Getting started with the Findings
Having initiated a preservation planning regime for the collection, and having moved it onto the Windows 10 platform, I’m feeling that the only remaining things I need to do with it are to find it a permanent home and to write up the findings of this lengthy experiment. I took a step forward on the latter activity earlier this week when I had a very interesting phone call with Peter Tolmie, a UK Ethnographer based in the School of Information Systems and New Media at the University of Siegen in Germany. I was given Peter’s name by Richard Harper when I asked if he knew of anyone who is knowledgeable about how professionals manage their documents and who would be interested in working on a wrap-up paper with me. An initial phone call with Peter last Thursday indicated that we have a great many common interests – I found it a very stimulating conversation indeed. I’ve sent Peter some documents describing the collection and we’ve agreed to talk again on 21st March.

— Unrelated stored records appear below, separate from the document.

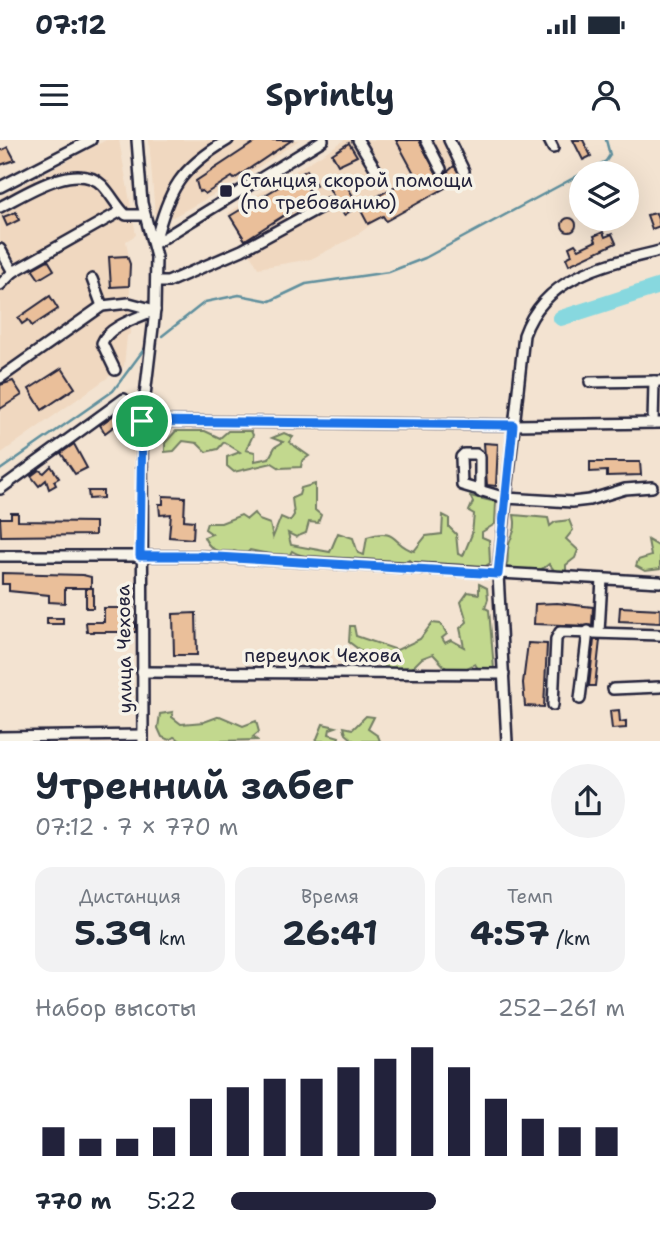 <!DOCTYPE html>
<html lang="ru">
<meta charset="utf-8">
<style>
body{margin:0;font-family:"Shantell Sans",sans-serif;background:#f2f2f3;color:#1f2937;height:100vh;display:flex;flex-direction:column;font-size:26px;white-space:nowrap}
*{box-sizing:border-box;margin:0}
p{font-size:23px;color:#747a83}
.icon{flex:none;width:38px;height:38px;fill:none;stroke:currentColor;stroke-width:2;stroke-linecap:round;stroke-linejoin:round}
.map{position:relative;height:601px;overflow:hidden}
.panel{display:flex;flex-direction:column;background:#fff;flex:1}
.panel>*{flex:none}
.buttons{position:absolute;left:569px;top:21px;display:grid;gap:14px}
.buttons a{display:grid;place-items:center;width:70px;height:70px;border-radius:50%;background:#fff;box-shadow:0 7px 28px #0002;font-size:35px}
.pin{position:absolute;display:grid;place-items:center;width:60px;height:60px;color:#fff;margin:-30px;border:4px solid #fff;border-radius:50%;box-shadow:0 2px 7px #0007}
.round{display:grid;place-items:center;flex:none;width:74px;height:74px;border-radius:37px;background:#f2f2f3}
.overview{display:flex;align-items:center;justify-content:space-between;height:119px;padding:0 35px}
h1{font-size:38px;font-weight:700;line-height:52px}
.figures{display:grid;grid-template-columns:repeat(3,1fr);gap:10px;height:119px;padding:7px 35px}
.figures div{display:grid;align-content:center;border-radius:18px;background:#f2f2f3;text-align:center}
.figures b{font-size:35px;font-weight:700}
.figures small{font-size:19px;font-weight:400}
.figures p{font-size:19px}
.chart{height:196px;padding:14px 35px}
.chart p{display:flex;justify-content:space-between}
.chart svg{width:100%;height:126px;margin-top:7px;stroke:#22223b;stroke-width:6}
ul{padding:0 35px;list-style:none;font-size:23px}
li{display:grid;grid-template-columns:112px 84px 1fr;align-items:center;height:52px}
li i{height:18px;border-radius:9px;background:#22223b}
.status{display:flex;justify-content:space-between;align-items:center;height:49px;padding:0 35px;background:#fff;direction:ltr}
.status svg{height:19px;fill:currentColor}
header{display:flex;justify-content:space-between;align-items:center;height:91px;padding:0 35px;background:#fff;font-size:32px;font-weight:700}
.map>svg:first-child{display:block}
</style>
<div class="status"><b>07:12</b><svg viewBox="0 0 49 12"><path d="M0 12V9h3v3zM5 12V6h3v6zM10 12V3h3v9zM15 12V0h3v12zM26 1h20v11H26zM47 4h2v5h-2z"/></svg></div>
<header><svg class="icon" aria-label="menu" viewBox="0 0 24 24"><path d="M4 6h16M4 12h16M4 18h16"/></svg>Sprintly<svg class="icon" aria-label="person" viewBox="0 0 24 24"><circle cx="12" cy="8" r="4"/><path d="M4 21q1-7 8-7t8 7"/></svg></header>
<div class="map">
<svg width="660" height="602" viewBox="0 0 660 602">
<rect width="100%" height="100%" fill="#f3e3d1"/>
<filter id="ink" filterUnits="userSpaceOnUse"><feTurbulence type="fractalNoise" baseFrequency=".0143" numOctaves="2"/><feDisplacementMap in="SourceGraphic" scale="14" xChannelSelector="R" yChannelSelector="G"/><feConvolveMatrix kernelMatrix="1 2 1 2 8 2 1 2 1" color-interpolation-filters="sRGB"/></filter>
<g filter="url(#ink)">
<g fill="#f0d8c0">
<path d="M106,0H119L136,95L126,101L130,124V194L127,196L124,226L0,314V57Z"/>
<path d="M149,0H299L235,43L173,77L155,75Z"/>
<path d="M345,0H444L464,38L386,81L383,76L354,97L311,119L258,128L228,73Z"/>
</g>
<g fill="#c2d88e" stroke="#727d64" stroke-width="2">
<path d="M176,291H205L220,298L228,291H251L253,295L246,310L255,312V321L269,318L275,307L283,302L272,298L284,293L293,297L289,302L309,316L302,321L301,327L280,328L272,323L234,332L227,326V317L240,312L224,302L218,309L206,312L197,303L183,301L174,311L165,312V303Z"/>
<path d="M315,344V370L321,375L318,383L309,382L306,393L296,397L288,393L291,405L330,412L338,393L353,398L358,413L364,415L367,397C398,387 392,405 414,411L426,396L442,394L443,375L449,378V387L456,394L458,414L463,416L472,394L474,374L469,371L473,362L470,356L496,362L495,384L482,392V397L489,400L490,423L483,428C460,419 431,434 409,420L404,424C380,423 307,422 292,411L288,418L250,410L246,414L234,411L231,414C218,413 209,409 204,397L212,394L205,389L207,383H221L241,375L247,379L254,373L259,380L270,384L273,397L281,377L290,381L294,375L292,358L299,355L301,348Z"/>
<path d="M514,375L548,378L550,386L555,382L569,380L573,390L566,399L578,410L575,418L566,425V433L554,430L549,424C539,434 518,434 506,427C509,420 507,416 508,409C510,394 518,393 514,375Z"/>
<path d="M648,400L660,407V429L645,431L636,426L638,420L651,416Z"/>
<path d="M479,444L487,448L488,459L485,468L489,470L494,529L479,530L475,524L463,530L447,529L433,514L422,518L410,530L385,529L349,502L350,486H354L356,496L397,510L420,499L432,483L441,484L447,494L442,498L445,503L451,500L464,507L460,488L467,482L461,462L468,452L479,454Z"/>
<path d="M173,572L172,577L181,584L204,582L220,576L243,586L256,581L259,592L253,597L257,600L183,602L174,597L169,600L162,597L158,588L160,574Z"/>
<path d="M366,576L374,577L368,589L378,596L380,601H354L346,594L344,587L353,589Z"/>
<path d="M323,584L336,587L330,589L329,594L339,597L338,601H316Z"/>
</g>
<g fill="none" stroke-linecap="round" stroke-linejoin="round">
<g stroke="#5f8f9d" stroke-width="2.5">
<path d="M583,33L606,21L610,15L606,0"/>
<path d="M162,196L205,162L239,155L270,161L306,144L389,132L425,118L581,34"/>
<path d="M0,330L113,251L145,208"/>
</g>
<path stroke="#87d8df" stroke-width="16" d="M561,178L660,146"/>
</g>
<g fill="#eabf9a" stroke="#22223b" stroke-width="2">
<path d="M258,0H292L234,39L232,37L205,54L202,51L199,52L196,41Z"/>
<path d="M396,0H419L437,34L444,35L454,26L463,38L386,81L383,76L368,84L359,67L415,35Z"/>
<path d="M573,0H583L591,16L583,20Z"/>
<path d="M349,3L357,16L338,25L332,14Z"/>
<path d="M8,7L15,20L0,25V11Z"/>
<path d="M307,30L316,45L308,50L313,57L245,100L230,76Z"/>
<path d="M339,33L359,66L344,75L325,41Z"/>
<path d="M16,72L19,80L7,86L3,77Z"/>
<path d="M656,73L660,86L652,89L647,75Z"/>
<circle cx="569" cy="85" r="7"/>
<path d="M603,92L605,97L612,94L616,103L569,125L566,118L572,115L569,107L575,104L579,109L596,101L594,96Z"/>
<path d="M127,116L130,124L129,146L111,147L109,117Z"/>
<path d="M48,120L54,130L39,139L32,129Z"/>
<path d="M50,156L58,169L32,186L28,180L22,184L18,178Z"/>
<path d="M62,228L75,248L42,270L29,249Z"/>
<path d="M13,241L22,255L0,269V245Z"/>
<path d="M124,268L129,275L105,293L100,285Z"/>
<path d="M484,303L498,304L496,346L487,345Z"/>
<path d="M74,304L87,328L75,334L61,313Z"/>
<path d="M590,322H640L641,335L607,336V331L590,332Z"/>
<path d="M51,326L59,338L54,341L56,345L49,349L46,340L39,346L31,336L39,330L44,333Z"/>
<path d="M88,351H103V358L89,359Z"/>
<path d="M163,356L185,357L184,380L194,381L193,399L169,397L171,374L160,375L159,364H163Z"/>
<path d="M11,373H18V381L95,382V395L1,396L0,378H11Z"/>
<path d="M2,433L83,435L91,437V448H65V463L49,462V455L9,451V444H2Z"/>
<rect x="86" y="448" width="7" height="20"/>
<path d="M557,463L593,467L592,486L534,484L535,464Z"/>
<path d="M620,467L660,469V483L619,481Z"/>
<path d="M104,468H133L136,492H87L86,482H104Z"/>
<path d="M196,473L197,515H174L173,474Z"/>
<rect x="47" y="478" width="16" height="6"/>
<path d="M594,500H600L595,546H589Z"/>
<path d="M528,503L547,504L544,567L525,566L523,543Z"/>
<path d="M619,570L620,582L626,581V588L612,589L610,571Z"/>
</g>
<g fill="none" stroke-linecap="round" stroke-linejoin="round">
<g stroke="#22223b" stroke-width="14">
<g id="minor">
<path d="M137,0L142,63L156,117L155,170L142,281L143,602"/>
<path d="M358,0L381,38"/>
<path d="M426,0L441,29"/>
<path d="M449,0L464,31"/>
<path d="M549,0L553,8"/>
<path d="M0,47L91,0"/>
<path d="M0,67C25,54 76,20 102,45C111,54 117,67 126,75H145"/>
<path d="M155,102C170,48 179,29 228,0"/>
<path d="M154,104L323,0"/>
<path d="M0,109L13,132L0,145"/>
<path d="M13,132L121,71"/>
<path d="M92,139L102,166"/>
<path d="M156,142H168L242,110L328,63"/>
<path d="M115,230L102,203C108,186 140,177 155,170"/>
<path d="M0,238L102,166L129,163L155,170"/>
<path d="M590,242L660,241"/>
<path d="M142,281L513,285L660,283"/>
<path d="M653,283L654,241"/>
<path d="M0,349L124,259"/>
<path d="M480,352V317L476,314H464L461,317L462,345L506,358L572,362L589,360L625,349L652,347"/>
<path d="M0,416H200L660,442"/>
<path d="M599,492L602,439"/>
<path d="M142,532L504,534"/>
<path d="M613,549L660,547"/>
<path d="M580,559L588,491"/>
<path d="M553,565L556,499L560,492L660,495"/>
<path d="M0,597L143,595"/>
<path d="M507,602L498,434L524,195C545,136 605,124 660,111"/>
</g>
</g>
<use href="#minor" stroke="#f7f3e8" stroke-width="9"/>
</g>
</g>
<g fill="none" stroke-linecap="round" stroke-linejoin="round" filter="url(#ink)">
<g stroke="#fff" stroke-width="14">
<path id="route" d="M142,281L513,285L498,434L200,416H140Z"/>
</g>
<use href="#route" stroke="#1a73e8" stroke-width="9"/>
</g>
<rect fill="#22223b" stroke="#f7f3e8" stroke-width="2.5" x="219" y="44" width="14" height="14" rx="3.5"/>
<g text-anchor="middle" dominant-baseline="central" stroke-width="7" stroke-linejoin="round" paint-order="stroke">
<g font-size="19" fill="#22223b" stroke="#f7f3e8" text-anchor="start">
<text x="240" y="40">Станция скорой помощи<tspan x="240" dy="22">(по требованию)</tspan></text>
</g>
<g font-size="19" fill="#22223b" stroke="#f7f3e8">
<text transform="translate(124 509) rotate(-91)">улица Чехова</text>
<text x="323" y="515">переулок Чехова</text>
</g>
</g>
</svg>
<div class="buttons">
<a><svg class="icon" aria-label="layers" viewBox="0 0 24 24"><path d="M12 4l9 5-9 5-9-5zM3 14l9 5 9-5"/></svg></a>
</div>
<div class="pin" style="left:142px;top:281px;background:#1e9e55"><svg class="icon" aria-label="arrive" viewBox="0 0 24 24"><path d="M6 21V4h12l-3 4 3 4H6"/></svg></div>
</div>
<section class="panel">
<div class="overview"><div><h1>Утренний забег</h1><p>07:12 · 7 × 770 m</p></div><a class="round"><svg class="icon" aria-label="share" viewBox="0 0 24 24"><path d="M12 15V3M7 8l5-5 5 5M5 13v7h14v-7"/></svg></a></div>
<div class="figures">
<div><p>Дистанция</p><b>5.39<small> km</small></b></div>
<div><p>Время</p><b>26:41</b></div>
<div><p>Темп</p><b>4:57<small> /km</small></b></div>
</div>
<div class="chart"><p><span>Набор высоты</span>252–261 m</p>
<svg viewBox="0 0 160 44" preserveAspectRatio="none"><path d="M5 44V34M15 44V38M25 44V38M35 44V34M45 44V24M55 44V20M65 44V17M75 44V17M85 44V13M95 44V10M105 44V6M115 44V13M125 44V24M135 44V31M145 44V34M155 44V34"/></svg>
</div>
<ul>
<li><b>770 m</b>5:22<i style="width:52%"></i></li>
</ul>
</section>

Regarding the search for a home for the collection (which is documented in various posts in this Blog going back to 2015), my current efforts lie in conversations I’m having with Dr James Peters, the Archivist of the National Archive for the History of Computing at Manchester University, who has kindly agreed to help me in my search. In a phone call last month, James told me he was waiting for a response from someone he had emailed, but that, if there was no interest from that source, he could issue a note to a relevant mailing list on my behalf. If it is to be the mailing list route, I’m hoping to get James’ advice on what needs to go in the note.
March: Long and Plans
It looks like the blog post describing the Digital Preservation work undertaken last year on the PAWDOC collection, will be published next month on the DPC website. It will refer to the full paper describing the work in more detail, which will be published here within pwofc.com. At the same time, the preservation planning document templates will be replaced by updated versions in the DPC website. The publication of all these materials will be a fitting end to the preservation planning activities that are described in previous entries in this site. However, there will still be one thing to do before the topic can be considered complete and that is to review the effectiveness of the Preservation Maintenance Plan template when an instance of it will be used in the PAWDOC Preservation maintenance exercise scheduled for September 2021.